Joe wrote:
"467. I am sitting with a philosopher in the garden; he says again and again "I know that that's a tree", pointing to a tree that is near us. Someone else arrives and hears this, and I tell him: "This fellow isn't insane. We are only doing philosophy." -- Ludwig Wittgenstein from On Certainty
"A thought experiment is an imaginary experiment." -- Ernst Mach
Behold the mighty 813 pentode, originally designed for rf (radio frequency) transmitter applications. However - when hauled-into service for af (audio frequency) amplifier applications, these pentodes produce the sweet, powerful and cosmic sonics -
Substituting "pentodes" for "experiments".

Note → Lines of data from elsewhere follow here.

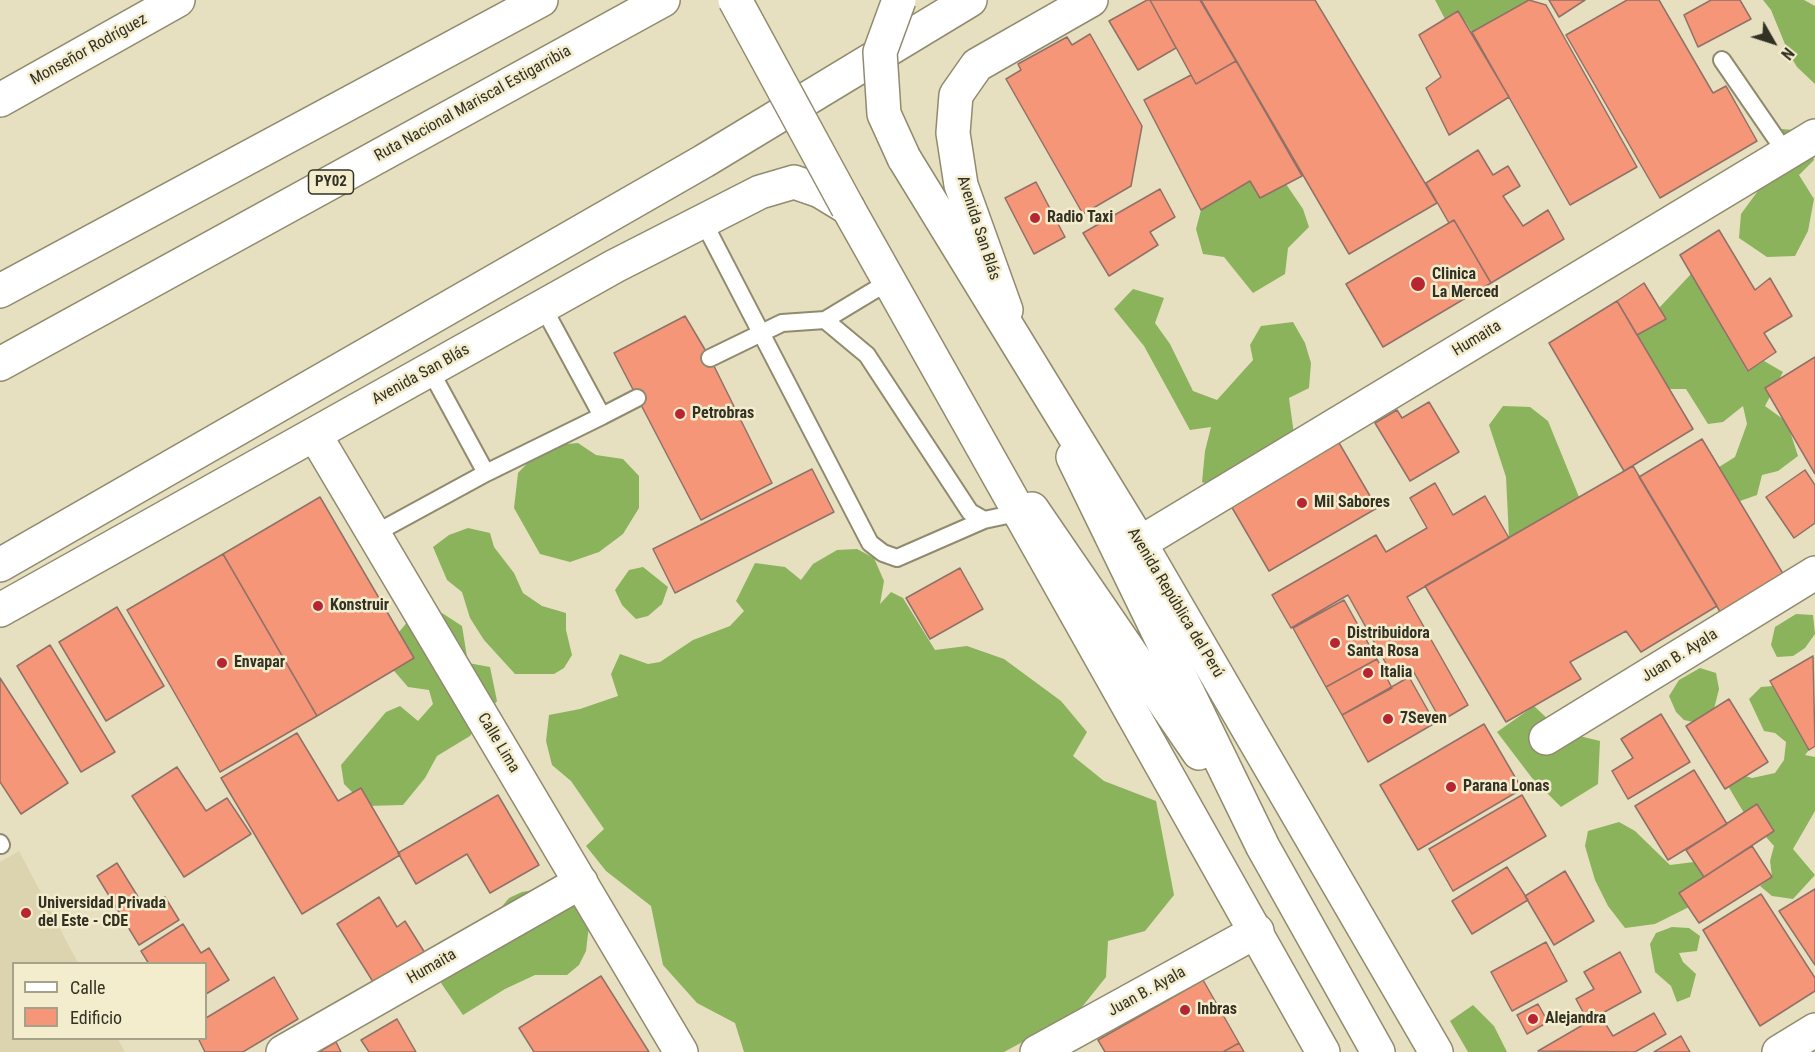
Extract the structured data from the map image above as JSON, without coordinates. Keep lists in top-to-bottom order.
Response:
{
  "streets": {
    "main road": [
      "Monseñor Rodríguez",
      "Ruta Nacional Mariscal Estigarribia",
      "PY02",
      "Avenida San Blás",
      "Humaita",
      "Avenida República del Perú",
      "Juan B. Ayala",
      "Calle Lima"
    ]
  },
  "crossings": [
    ["Avenida San Blás", "Avenida República del Perú"],
    ["Avenida San Blás", "Calle Lima"],
    ["Humaita", "Avenida República del Perú"],
    ["Humaita", "Calle Lima"]
  ],
  "places": [
    "Radio Taxi",
    "Clinica La Merced",
    "Petrobras",
    "Mil Sabores",
    "Konstruir",
    "Distribuidora Santa Rosa",
    "Envapar",
    "Italia",
    "7Seven",
    "Parana Lonas",
    "Universidad Privada del Este - CDE",
    "Inbras",
    "Alejandra"
  ],
  "legend": ["Calle", "Edificio"],
  "north": "bottom right"
}
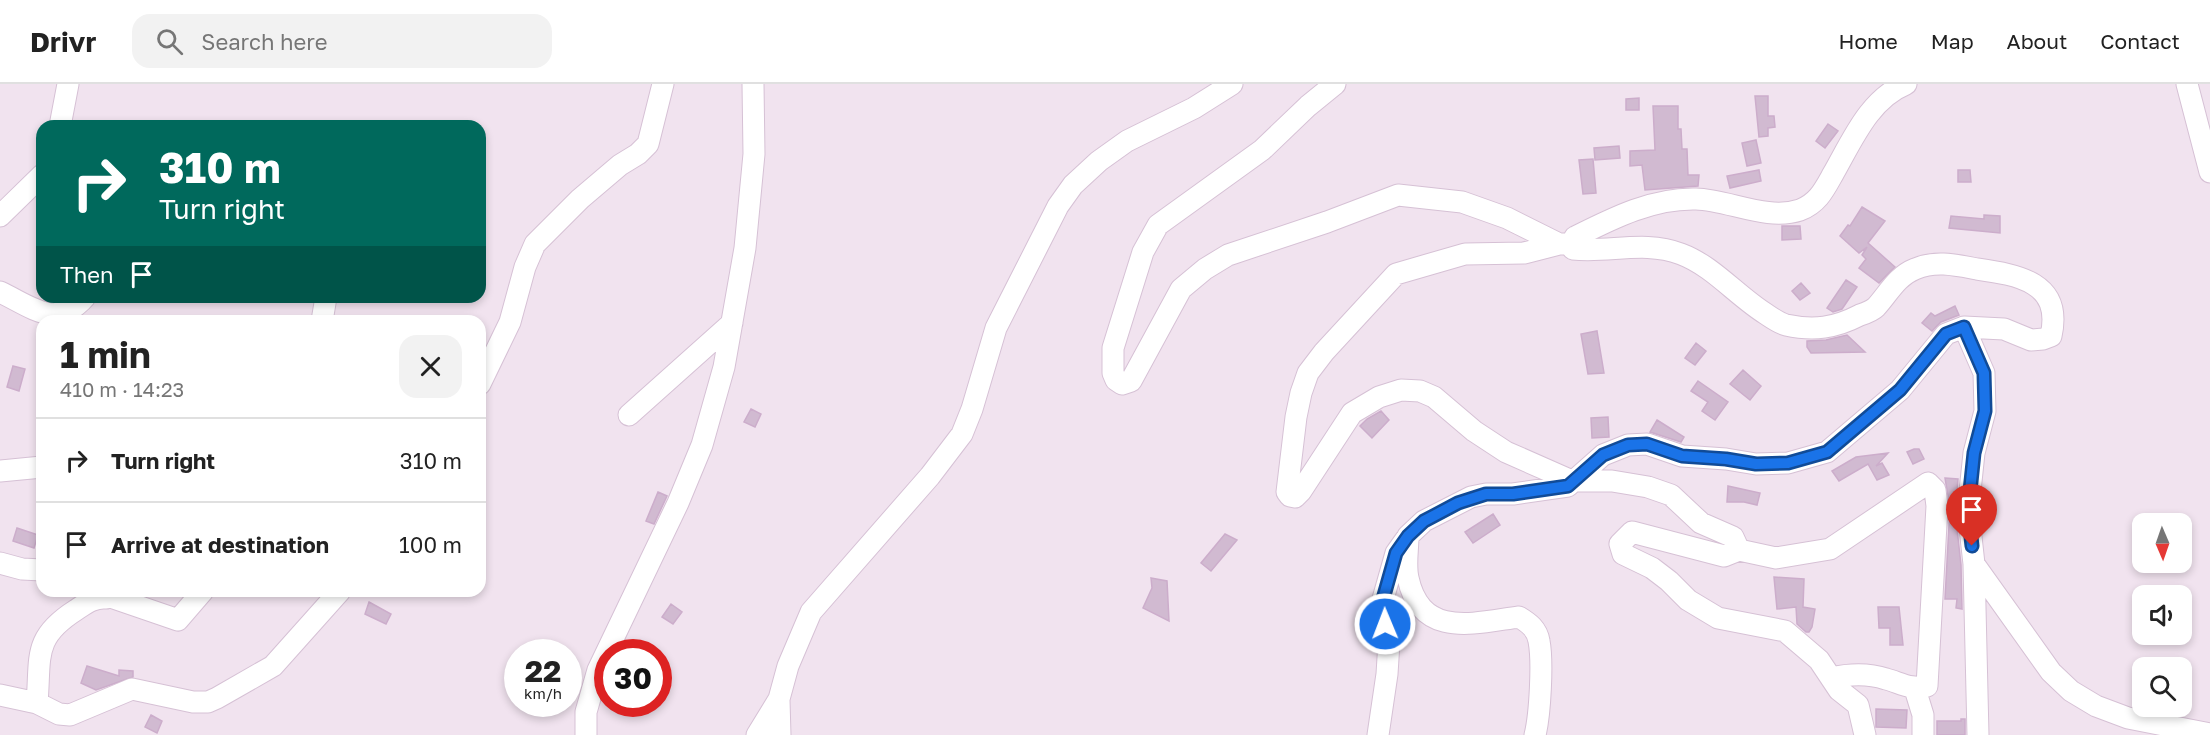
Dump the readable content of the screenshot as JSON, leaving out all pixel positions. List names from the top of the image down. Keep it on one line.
{"north":"bottom","page":{"header":"Drivr","search":"Search here","nav":["Home","Map","About","Contact"],"turn":["310 m","Turn right"],"then":"Then","heading":["1 min","410 m · 14:23"],"list":[{"name":"Turn right","value":"310 m"},{"name":"Arrive at destination","value":"100 m"}],"speed":"22 km/h","limit":"30"}}
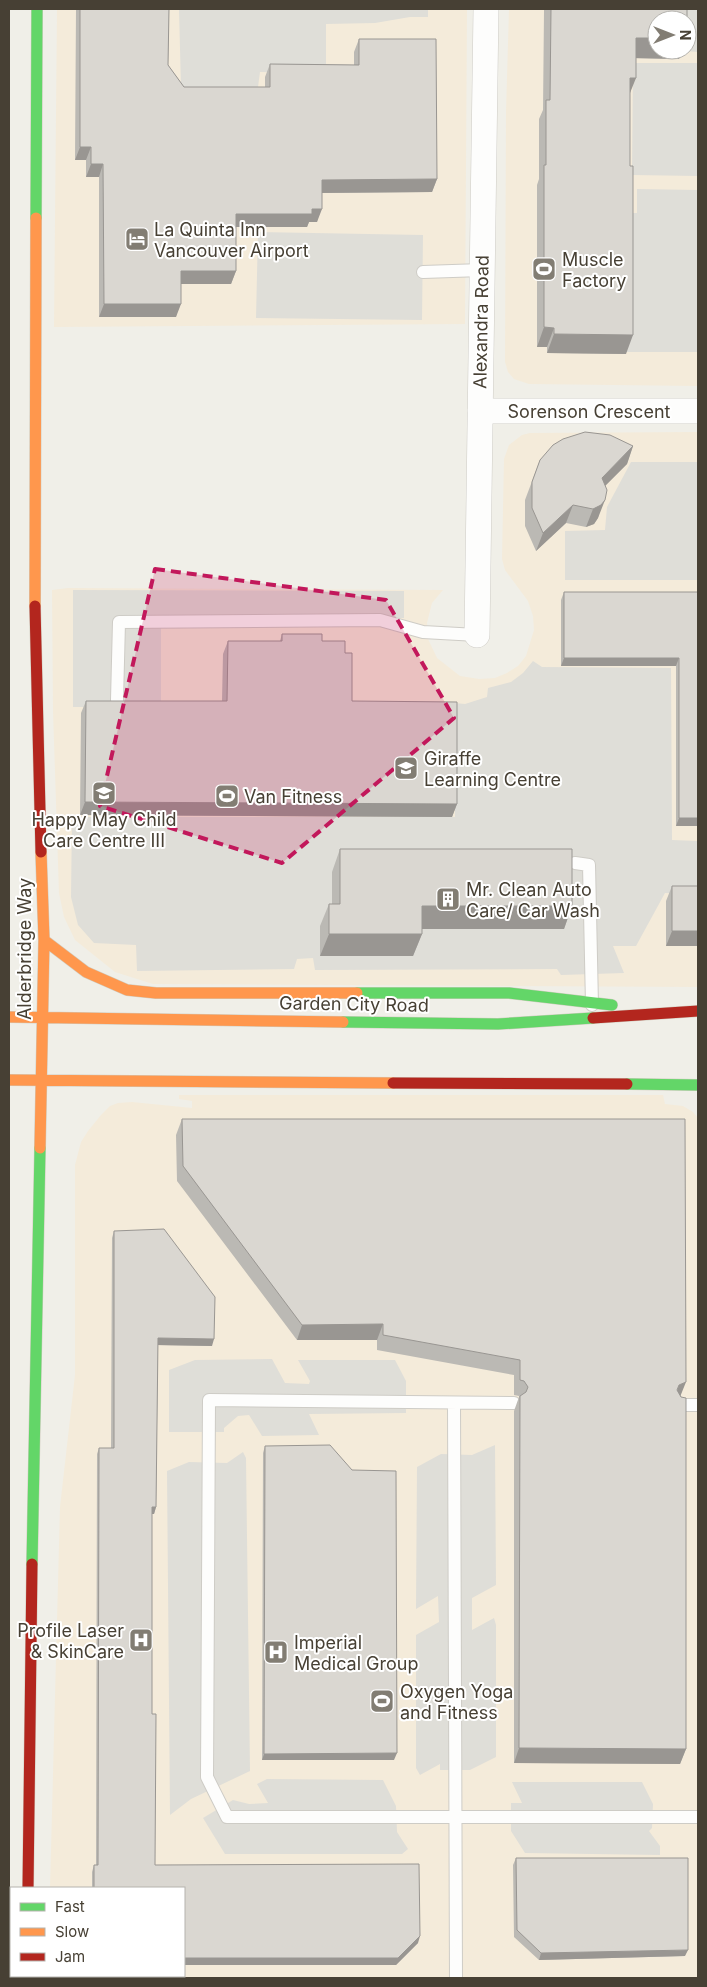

Suppose that - in my mind, I imagine that I apply 30K Volts DC to the anode of a thought 813 pentode and set the idle bias to .500 Amps. Will my thought pentode explode - independently - of my thinking that it explodes?
Should I apply the exact amount of voltage to and push the same amount of current through an existing 813 pentode, barring a breakdown in the laws of physics, the existing tube will explode (or melt) - independently - of my thinking that it explodes.
Existing (non-imaginary) 813 pentodes have a max voltage rating of 2500 Volts DC and a max wattage rating of 125 Watts. Applying 30K Volts DC to and pushing .500 Amps through an existing 813 would exceed the max wattage rating by around 120 fold, frying it. Just as thought pentodes ain't existing pentodes, thought experiments ain't existing experiments.
One can think about experiments, and one can think about pentodes - but one cannot bring either an experiment or a pentode into existence by thinking. Neither experiments nor pentodes exist "in the form of thought". An experiment or a pentode must appear in more than human thought for it to exist. Events occur under mind-independent conditions - which only reality provides. Reality is the sole truth-condition generator. Human minds cannot (un-mediated by human action) produce the external circumstances - under which an event (such as an experiment) occurs.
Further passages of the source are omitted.